“After GST, the India market is coming back”, Nooyi said. “We want to do better top line growth; there are headwinds like retail disruption. Consumers are health conscious, not consuming as much they used to. There are big brands that are not doing well, (on the other hand,) some smaller brands are doing good business,” Nooyi said during an investors call after PepsiCo’s December quarter results.
Pepsico’s business in India registered a “mid-single digit (volume) growth” during the quarter, she said.
However, the extent of real growth could not be ascertained as sales during the corresponding quarter were hampered due to demonetisation.
Last February, Nooyi had said that demonetisation had a “significant impact” on PepsiCo's business in the country and the cola major was still feeling the “lingering effects”.

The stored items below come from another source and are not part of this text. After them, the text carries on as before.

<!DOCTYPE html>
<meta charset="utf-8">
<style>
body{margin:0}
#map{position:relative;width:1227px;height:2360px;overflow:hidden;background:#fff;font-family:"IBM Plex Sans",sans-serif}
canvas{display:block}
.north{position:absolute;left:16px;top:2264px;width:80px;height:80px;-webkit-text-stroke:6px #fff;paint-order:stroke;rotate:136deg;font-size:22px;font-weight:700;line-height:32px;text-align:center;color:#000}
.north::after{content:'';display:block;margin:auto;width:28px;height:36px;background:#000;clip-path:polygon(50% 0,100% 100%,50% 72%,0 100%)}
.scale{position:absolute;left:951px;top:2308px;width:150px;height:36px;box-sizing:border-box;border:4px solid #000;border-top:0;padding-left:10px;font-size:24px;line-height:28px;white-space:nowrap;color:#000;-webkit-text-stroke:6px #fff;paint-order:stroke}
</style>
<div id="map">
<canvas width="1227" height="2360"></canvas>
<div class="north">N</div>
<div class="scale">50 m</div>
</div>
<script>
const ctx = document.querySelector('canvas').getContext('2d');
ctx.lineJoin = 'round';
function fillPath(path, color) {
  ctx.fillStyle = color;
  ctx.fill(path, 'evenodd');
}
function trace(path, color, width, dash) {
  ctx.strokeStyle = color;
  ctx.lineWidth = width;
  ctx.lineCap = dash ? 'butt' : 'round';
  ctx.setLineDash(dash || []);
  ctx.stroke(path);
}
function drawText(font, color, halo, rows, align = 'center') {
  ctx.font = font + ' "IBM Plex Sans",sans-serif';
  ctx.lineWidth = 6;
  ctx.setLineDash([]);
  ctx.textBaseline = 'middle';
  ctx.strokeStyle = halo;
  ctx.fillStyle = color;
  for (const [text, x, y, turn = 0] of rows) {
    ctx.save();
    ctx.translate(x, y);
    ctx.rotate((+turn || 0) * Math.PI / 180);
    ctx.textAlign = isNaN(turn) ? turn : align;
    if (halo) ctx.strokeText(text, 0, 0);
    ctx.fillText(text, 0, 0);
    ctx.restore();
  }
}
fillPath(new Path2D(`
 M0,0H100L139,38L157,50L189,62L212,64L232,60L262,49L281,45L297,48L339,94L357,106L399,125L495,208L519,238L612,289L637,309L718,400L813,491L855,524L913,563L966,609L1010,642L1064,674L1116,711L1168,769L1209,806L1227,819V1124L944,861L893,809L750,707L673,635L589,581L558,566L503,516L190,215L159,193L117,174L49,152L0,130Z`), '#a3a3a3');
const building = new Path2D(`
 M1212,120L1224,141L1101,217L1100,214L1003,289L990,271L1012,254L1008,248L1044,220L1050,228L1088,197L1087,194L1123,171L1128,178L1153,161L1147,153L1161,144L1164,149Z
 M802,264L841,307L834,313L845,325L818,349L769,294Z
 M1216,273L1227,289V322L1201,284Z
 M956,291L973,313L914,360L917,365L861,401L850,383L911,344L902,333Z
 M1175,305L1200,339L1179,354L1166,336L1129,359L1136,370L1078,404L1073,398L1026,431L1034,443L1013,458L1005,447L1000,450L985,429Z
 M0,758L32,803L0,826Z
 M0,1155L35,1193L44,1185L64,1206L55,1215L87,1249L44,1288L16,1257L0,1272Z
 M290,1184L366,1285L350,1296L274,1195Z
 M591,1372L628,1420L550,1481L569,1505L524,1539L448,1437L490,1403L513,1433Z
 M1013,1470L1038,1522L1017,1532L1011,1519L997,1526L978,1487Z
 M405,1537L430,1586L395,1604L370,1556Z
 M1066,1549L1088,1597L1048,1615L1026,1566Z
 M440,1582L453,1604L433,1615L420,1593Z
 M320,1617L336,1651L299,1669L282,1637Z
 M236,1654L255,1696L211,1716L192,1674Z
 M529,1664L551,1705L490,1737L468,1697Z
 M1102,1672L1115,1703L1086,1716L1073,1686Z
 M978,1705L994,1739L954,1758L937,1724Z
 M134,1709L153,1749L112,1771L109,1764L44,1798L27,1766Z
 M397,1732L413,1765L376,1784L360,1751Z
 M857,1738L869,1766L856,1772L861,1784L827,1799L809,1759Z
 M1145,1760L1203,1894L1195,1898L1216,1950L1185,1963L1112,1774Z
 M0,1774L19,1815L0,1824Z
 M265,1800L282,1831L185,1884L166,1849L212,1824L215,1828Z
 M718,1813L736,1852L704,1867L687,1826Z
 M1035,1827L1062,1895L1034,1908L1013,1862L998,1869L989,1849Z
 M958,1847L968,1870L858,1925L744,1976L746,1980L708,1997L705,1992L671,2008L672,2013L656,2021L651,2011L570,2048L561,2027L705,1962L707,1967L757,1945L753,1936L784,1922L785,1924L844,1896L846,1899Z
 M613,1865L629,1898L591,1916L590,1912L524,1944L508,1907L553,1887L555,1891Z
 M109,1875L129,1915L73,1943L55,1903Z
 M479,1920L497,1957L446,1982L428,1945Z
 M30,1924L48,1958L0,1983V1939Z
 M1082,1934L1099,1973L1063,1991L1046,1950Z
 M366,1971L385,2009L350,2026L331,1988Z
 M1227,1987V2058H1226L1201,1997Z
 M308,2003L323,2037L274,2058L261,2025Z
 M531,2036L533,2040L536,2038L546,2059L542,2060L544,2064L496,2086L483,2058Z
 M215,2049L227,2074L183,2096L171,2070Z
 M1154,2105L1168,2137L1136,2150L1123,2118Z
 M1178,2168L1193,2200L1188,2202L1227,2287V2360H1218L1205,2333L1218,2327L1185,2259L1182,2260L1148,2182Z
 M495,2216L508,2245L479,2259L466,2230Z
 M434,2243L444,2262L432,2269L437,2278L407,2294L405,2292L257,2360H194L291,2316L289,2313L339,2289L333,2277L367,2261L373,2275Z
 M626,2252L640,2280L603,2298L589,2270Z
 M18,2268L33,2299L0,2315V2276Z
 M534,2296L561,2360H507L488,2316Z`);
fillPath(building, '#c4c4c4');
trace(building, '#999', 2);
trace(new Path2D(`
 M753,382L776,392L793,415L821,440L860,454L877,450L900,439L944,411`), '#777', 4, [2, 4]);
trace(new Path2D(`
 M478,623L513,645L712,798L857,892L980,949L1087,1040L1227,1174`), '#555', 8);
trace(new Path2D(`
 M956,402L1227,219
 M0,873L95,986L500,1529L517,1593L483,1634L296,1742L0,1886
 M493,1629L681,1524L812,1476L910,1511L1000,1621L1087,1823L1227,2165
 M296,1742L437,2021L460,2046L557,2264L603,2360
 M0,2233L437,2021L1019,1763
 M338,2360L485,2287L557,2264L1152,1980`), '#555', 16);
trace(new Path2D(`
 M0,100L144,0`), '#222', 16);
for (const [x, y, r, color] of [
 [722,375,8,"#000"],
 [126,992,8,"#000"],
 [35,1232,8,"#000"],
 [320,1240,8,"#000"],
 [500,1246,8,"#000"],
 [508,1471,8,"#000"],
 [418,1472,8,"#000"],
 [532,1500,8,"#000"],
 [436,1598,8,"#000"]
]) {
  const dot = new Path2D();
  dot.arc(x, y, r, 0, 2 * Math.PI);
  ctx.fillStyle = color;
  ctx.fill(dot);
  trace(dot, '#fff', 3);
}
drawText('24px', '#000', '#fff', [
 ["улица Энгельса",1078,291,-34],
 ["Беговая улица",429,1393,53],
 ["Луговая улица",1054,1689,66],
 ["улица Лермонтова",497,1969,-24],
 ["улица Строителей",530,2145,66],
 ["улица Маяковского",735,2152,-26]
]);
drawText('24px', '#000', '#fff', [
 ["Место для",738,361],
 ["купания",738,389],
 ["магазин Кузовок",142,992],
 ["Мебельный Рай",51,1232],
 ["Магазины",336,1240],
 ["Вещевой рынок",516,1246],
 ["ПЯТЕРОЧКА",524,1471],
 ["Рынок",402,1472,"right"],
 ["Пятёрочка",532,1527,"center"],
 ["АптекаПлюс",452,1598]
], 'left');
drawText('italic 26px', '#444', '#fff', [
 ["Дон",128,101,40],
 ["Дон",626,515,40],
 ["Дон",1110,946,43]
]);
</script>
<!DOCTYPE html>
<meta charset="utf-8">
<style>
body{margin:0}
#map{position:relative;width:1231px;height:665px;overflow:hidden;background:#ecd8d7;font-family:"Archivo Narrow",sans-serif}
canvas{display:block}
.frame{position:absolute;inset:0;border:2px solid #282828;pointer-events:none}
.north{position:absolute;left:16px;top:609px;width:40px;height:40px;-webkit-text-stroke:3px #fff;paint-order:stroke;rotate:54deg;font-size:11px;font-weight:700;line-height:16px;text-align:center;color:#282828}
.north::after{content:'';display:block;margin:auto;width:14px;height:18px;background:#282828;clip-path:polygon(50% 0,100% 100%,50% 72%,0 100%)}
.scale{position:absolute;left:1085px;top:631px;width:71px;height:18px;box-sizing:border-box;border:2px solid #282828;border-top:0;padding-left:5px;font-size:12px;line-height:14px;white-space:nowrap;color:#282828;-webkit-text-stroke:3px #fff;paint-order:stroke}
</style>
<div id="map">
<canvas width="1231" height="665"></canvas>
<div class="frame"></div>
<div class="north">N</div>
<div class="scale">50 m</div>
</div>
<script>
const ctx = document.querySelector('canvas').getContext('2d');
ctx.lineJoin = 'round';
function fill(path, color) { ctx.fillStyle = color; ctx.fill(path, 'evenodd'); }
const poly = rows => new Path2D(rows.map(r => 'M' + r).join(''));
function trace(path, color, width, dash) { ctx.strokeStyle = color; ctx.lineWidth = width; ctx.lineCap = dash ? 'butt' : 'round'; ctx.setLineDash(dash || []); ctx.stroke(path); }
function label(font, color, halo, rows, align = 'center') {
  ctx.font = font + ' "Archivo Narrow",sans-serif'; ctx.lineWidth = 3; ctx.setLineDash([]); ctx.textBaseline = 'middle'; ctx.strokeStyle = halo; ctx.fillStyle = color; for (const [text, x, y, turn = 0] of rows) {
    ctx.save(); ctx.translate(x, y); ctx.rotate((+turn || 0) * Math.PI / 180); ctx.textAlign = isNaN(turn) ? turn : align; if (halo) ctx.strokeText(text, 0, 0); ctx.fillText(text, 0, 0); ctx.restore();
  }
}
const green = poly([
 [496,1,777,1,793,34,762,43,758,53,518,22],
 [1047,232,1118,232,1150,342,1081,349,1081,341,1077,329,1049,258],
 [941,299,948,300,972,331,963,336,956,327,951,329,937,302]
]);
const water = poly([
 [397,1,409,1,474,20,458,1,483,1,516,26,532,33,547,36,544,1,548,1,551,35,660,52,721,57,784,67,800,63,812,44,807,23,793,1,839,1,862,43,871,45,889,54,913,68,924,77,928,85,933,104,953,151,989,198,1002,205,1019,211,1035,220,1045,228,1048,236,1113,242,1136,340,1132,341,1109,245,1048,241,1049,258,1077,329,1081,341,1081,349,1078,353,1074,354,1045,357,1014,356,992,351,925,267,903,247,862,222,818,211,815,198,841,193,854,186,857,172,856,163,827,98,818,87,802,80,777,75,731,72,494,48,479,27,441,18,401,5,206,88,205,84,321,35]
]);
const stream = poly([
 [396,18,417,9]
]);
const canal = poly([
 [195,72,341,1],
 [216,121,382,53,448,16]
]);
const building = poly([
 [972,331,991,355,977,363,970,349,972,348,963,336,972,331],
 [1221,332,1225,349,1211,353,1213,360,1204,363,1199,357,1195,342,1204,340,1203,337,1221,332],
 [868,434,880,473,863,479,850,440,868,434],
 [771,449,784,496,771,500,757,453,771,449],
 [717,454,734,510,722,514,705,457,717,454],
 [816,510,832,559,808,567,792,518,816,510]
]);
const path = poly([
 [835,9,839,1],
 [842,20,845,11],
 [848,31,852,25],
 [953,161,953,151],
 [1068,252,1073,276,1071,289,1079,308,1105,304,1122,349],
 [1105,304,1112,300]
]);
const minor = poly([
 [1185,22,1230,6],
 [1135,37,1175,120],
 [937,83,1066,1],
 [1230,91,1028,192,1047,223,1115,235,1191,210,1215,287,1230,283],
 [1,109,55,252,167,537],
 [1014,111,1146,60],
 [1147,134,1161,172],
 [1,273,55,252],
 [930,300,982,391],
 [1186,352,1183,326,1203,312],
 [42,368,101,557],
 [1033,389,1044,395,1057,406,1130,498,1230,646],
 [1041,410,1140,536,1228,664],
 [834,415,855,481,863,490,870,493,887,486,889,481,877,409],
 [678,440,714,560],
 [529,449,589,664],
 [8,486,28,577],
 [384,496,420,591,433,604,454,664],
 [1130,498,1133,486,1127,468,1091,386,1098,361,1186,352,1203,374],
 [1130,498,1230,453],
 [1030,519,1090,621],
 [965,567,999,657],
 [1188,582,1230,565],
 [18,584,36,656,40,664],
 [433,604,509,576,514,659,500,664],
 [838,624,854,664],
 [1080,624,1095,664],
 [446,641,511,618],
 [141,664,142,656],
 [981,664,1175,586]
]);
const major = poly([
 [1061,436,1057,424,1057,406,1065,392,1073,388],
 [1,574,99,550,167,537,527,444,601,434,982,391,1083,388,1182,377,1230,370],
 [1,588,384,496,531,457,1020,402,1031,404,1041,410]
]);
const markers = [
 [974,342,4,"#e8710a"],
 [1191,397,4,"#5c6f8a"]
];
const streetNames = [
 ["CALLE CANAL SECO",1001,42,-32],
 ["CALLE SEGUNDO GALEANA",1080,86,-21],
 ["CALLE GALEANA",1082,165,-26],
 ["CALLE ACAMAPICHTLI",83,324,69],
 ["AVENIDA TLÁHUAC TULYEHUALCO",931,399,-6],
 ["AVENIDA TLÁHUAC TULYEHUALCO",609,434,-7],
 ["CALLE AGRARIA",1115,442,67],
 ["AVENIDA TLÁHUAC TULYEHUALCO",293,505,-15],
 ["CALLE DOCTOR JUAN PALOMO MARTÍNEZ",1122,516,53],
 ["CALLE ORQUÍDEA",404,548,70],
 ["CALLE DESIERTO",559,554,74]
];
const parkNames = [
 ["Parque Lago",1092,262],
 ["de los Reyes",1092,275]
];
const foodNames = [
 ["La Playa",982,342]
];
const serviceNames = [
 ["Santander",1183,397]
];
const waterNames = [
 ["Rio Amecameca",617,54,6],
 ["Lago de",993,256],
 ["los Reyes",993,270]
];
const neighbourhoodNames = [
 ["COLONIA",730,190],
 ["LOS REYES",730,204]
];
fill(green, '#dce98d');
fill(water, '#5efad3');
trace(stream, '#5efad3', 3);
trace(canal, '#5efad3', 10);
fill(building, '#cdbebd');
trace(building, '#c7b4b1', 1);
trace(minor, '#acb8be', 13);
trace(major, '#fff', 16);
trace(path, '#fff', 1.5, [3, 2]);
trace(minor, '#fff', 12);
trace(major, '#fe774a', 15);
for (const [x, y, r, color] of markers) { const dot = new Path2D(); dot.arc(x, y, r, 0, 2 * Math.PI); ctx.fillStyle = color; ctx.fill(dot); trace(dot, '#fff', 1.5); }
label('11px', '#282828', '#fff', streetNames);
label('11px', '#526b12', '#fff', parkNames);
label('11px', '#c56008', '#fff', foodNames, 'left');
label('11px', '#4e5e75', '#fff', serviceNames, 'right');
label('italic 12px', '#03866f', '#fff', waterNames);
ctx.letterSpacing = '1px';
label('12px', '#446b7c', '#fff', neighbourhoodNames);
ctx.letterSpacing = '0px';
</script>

While, PepsiCo has divested more territories to one of its largest bottling partner RJ Corp, Nooyi said the firm would be open to such franchising, provided it found suitable partners. RJ’s bottling arm Varun Beverages holds the bottling and distribution rights for the cola major’s north and eastern regions for years now. Now it has acquired rights for five more states — Madhya Pradesh, Odisha, Jharkhand, Chhattisgarh and Bihar — in the past three months. The company has also bagged the rights to produce non-carbonated drinks under Tropicana, Quaker and Lipton Tea brands from PepsiCo’s portfolio. In 2013 PepsiCo handed over its bottling and distribution rights for north and east India to RJ Corp, which currently holds around 35 per cent in the company's India operations.
Incidentally, Ravi Kant Jaipuria, chairman, RJ Corp, expressed interests in taking over more territories from the cola major last week. According to sources, PepsiCo India’s new CEO, Ahmed El Sheikh, has already held meetings with Jaipuria, who now controls over 65 per cent of the bottling rights in the ~220 billion beverage market.